Increase affordability
Growth in this sector has been largely driven by affordable products. The industry needs to work with the government to further improve this. The PMCG sector, for instance, could improve cost efficiencies by improving its supply chain while the government could help by granting `merit’ tax status at the central level to higher value-added products. Industry and the government would need to work together to allow investment and technology to flow in and lower costs.
Improve availability
With demand for its products rising in small towns and villages, the industry has been working to increase availability in these areas.

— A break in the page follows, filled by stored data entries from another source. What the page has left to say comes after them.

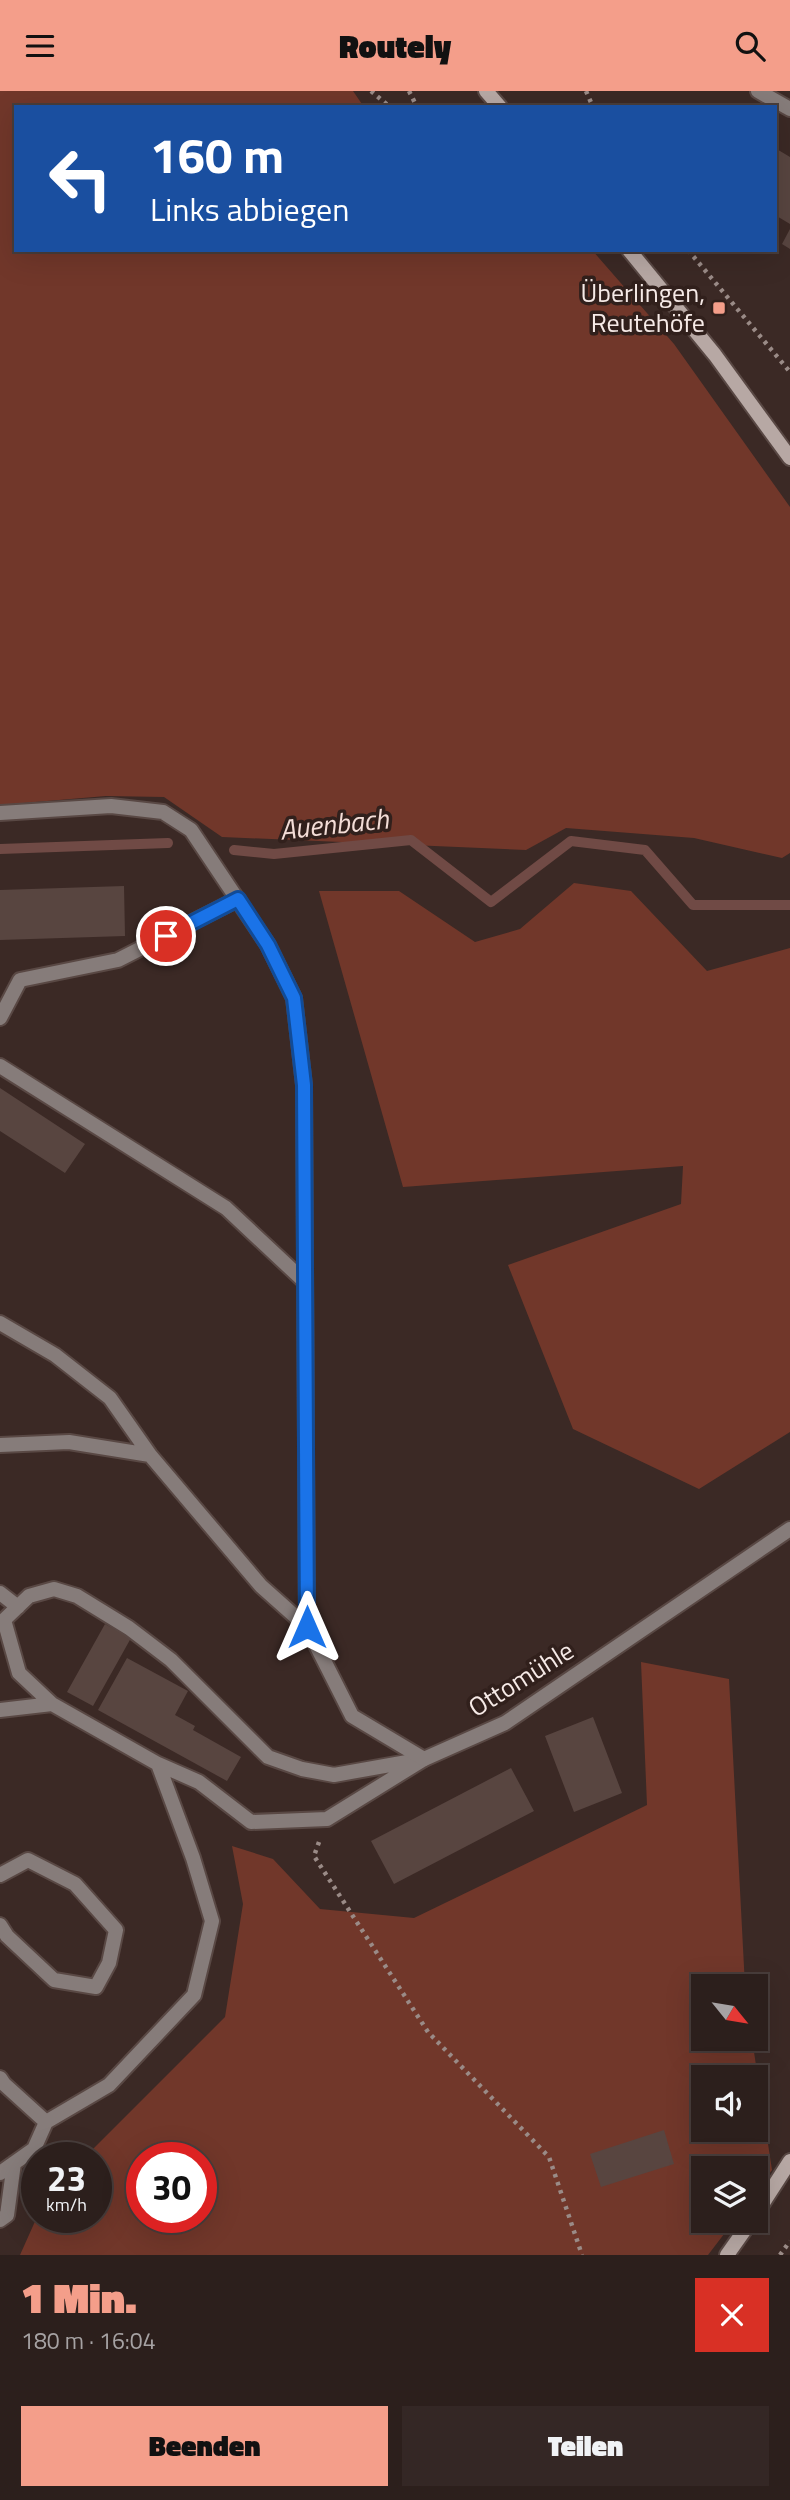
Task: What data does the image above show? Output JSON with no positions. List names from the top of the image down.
{
  "streets": {
    "street": ["Ottomühle"]
  },
  "water": ["Auenbach"],
  "places": {
    "transit": ["Überlingen, Reutehöfe"]
  },
  "north": "bottom right",
  "page": {
    "header": "Routely",
    "turn": ["160 m", "Links abbiegen"],
    "speed": "23 km/h",
    "limit": "30",
    "heading": ["1 Min.", "180 m · 16:04"],
    "buttons": ["Beenden", "Teilen"]
  }
}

However, a fragmented agricultural supply chain, a weak rural supply chain, and a complex legislative process hamper availability. Here, the government could help by simplifying regulations that facilitate the sourcing and transporting of agricultural products and allow companies easy access to new markets. It could also support national connectivity by setting up partnerships to link small towns and rural areas.
As India continues its march into the 21st century, with a rapid growth of technology, e-commerce, and knowledge-based industries, it is important not to ignore the critical contribution of the PMCG sector. This sector can drive growth, improve the quality of life, create jobs, support penetration of technology, and benefit millions of Indians. With appropriate government backing and joint initiatives, India can benefit through realising the full value of this sector.